# TASK DETAILS:
Collect every line below that contains the word "Perde".

# DATASET EXTRACT:
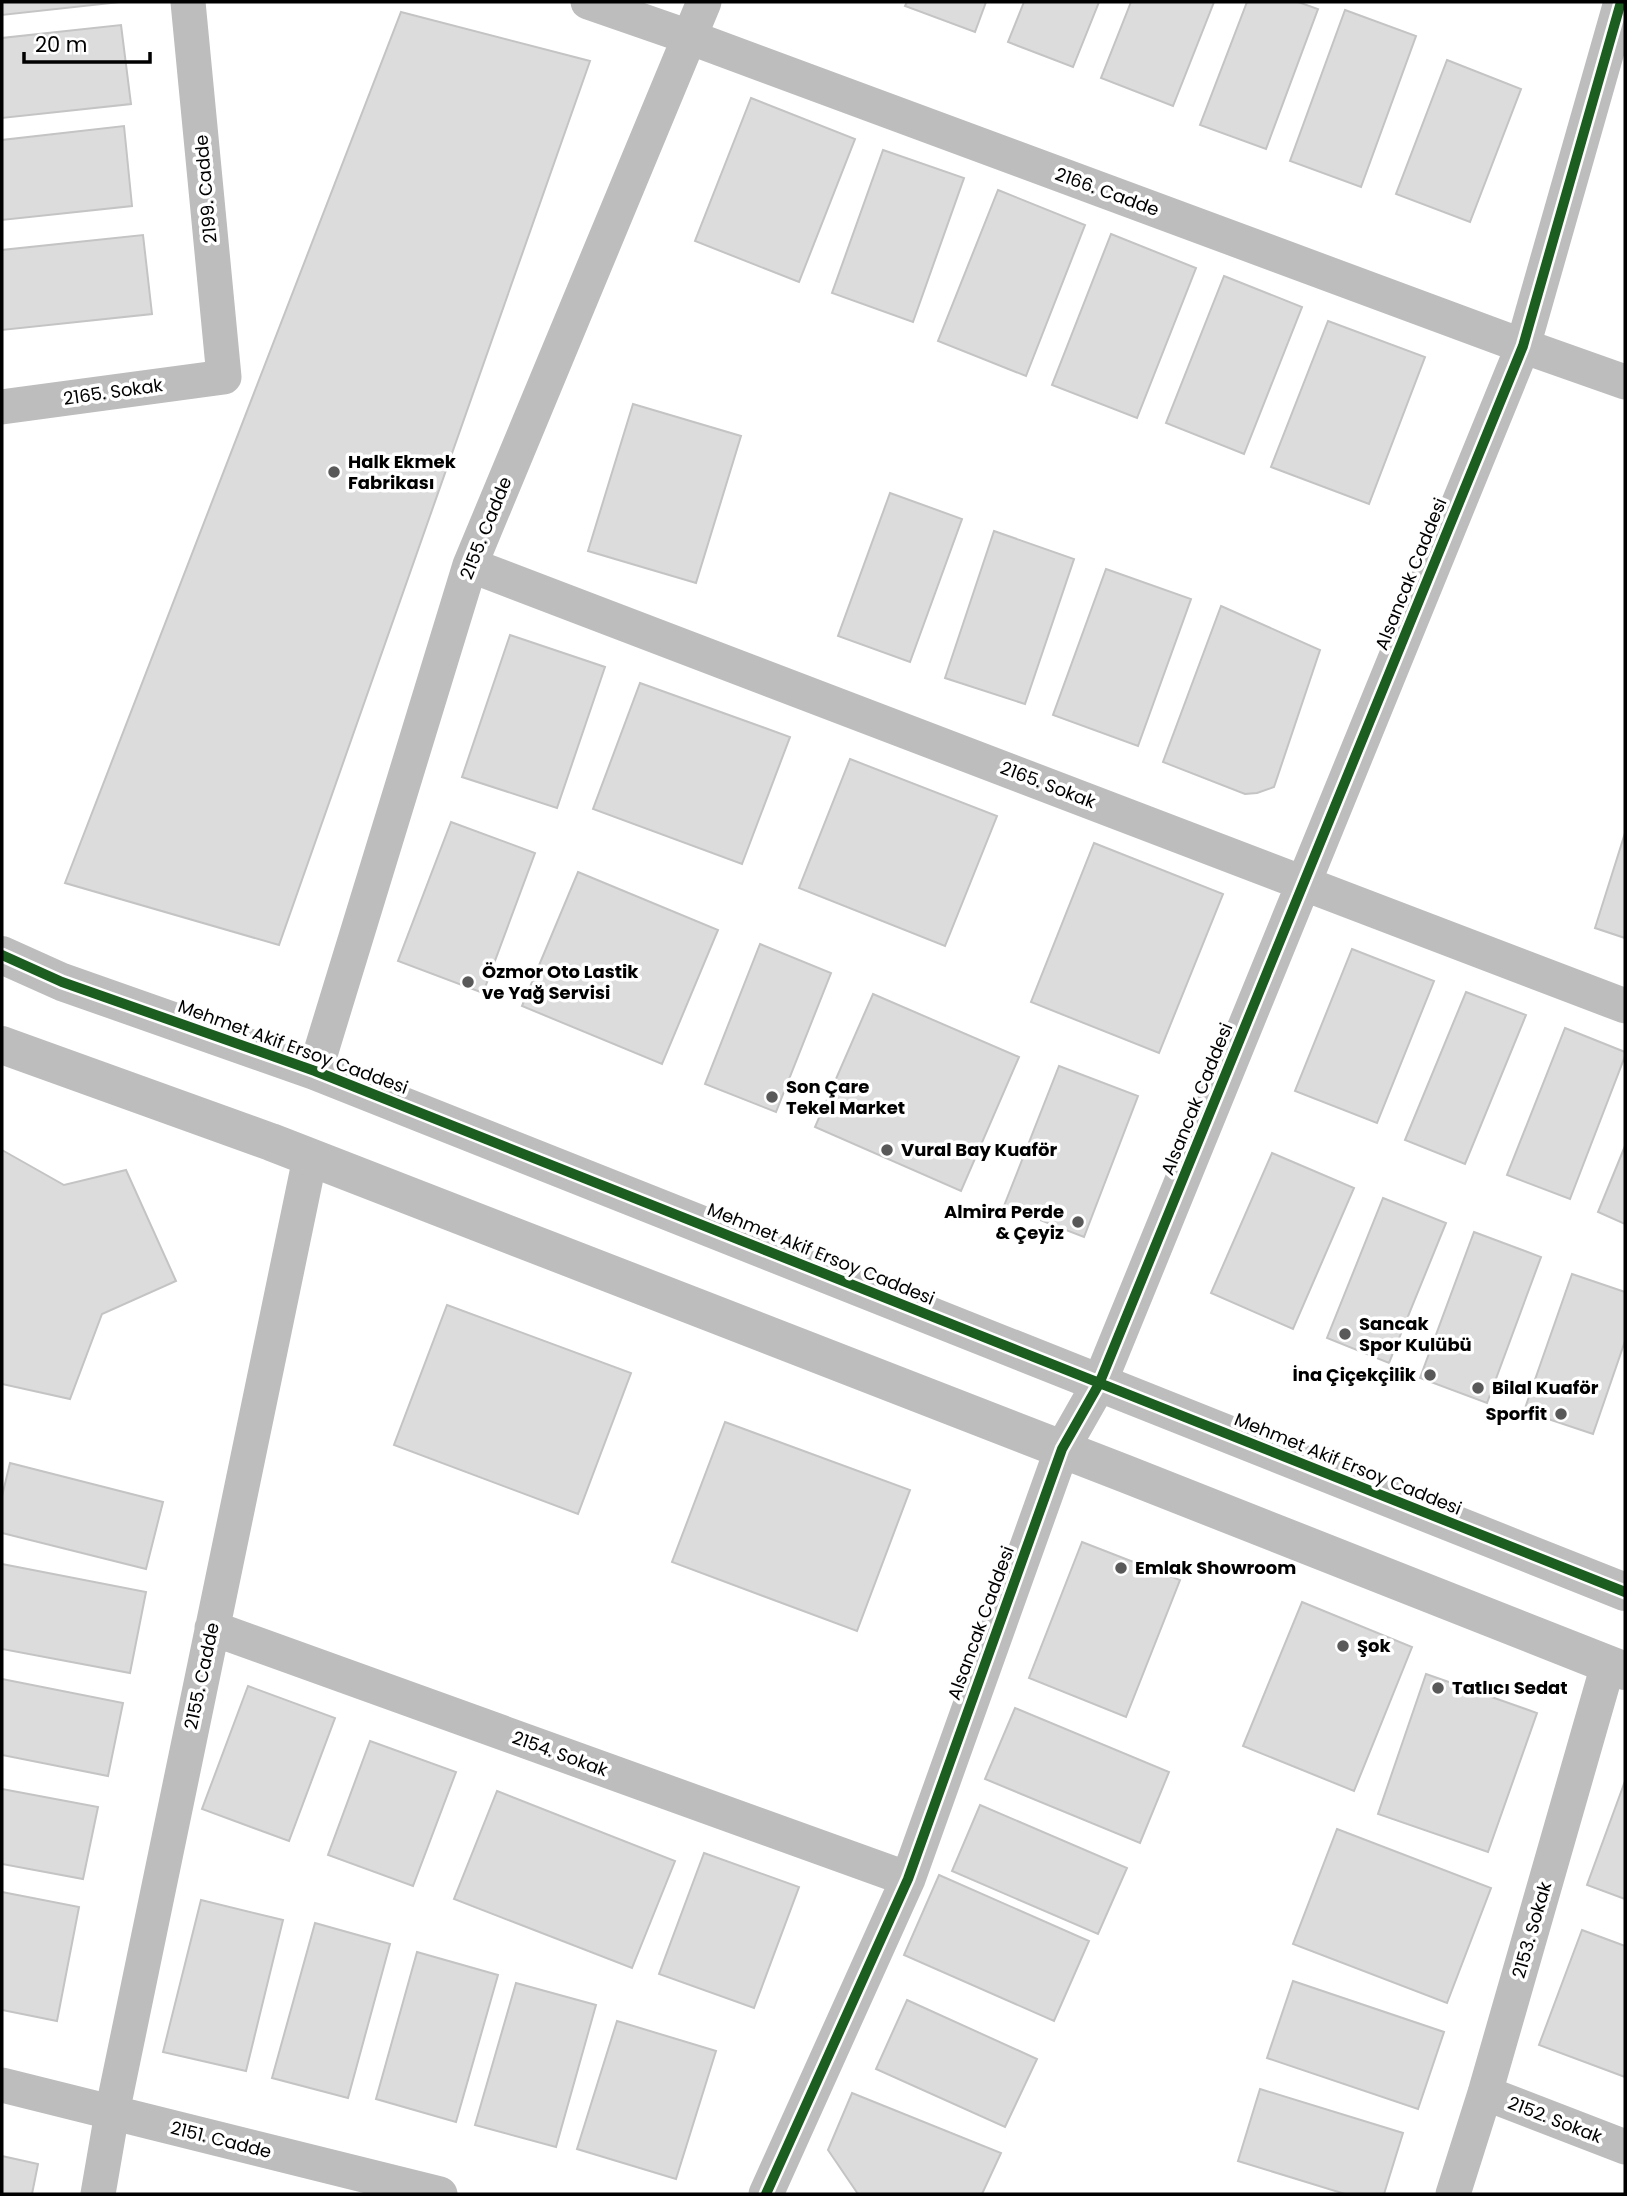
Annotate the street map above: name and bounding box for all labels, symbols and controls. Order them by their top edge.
scale bar [24,21,150,65]
text: 20 m [35,30,88,59]
street label: 2199. Cadde [188,134,223,244]
street label: 2166. Cadde [1052,161,1163,222]
street label: 2165. Sokak [62,372,165,411]
place label: Halk Ekmek Fabrikası [348,449,457,495]
marker: Halk Ekmek Fabrikası [326,464,342,480]
street label: 2155. Cadde [454,473,518,583]
street label: Alsancak Caddesi [1369,494,1453,654]
street label: 2165. Sokak [997,755,1100,814]
place label: Özmor Oto Lastik ve Yağ Servisi [482,959,639,1005]
marker: Özmor Oto Lastik ve Yağ Servisi [460,974,476,990]
street label: Mehmet Akif Ersoy Caddesi [175,993,412,1100]
street label: Alsancak Caddesi [1155,1019,1239,1179]
place label: Son Çare Tekel Market [786,1074,905,1120]
marker: Son Çare Tekel Market [764,1089,780,1105]
place label: Vural Bay Kuaför [901,1137,1057,1162]
marker: Vural Bay Kuaför [879,1142,895,1158]
street label: Mehmet Akif Ersoy Caddesi [704,1196,939,1311]
place label: Almira Perde & Çeyiz [944,1199,1064,1245]
marker: Almira Perde & Çeyiz [1070,1214,1086,1230]
place label: Sancak Spor Kulübü [1359,1311,1472,1357]
marker: Sancak Spor Kulübü [1337,1326,1353,1342]
place label: İna Çiçekçilik [1292,1362,1417,1387]
marker: İna Çiçekçilik [1422,1367,1438,1383]
place label: Bilal Kuaför [1492,1375,1599,1400]
marker: Bilal Kuaför [1470,1380,1486,1396]
place label: Sporfit [1485,1401,1547,1426]
street label: Mehmet Akif Ersoy Caddesi [1231,1406,1466,1521]
marker: Sporfit [1553,1406,1569,1422]
street label: Alsancak Caddesi [941,1542,1020,1703]
place label: Emlak Showroom [1135,1555,1296,1580]
marker: Emlak Showroom [1113,1560,1129,1576]
street label: 2155. Cadde [178,1620,225,1732]
place label: Şok [1357,1633,1392,1658]
marker: Şok [1335,1638,1351,1654]
place label: Tatlıcı Sedat [1452,1675,1568,1700]
marker: Tatlıcı Sedat [1430,1680,1446,1696]
street label: 2154. Sokak [509,1725,612,1783]
street label: 2153. Sokak [1506,1878,1557,1981]
street label: 2152. Sokak [1504,2090,1607,2149]
street label: 2151. Cadde [168,2115,274,2164]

# ANSWER TO THIS PROBLEM:
place label: Almira Perde & Çeyiz [944,1199,1064,1245]
marker: Almira Perde & Çeyiz [1070,1214,1086,1230]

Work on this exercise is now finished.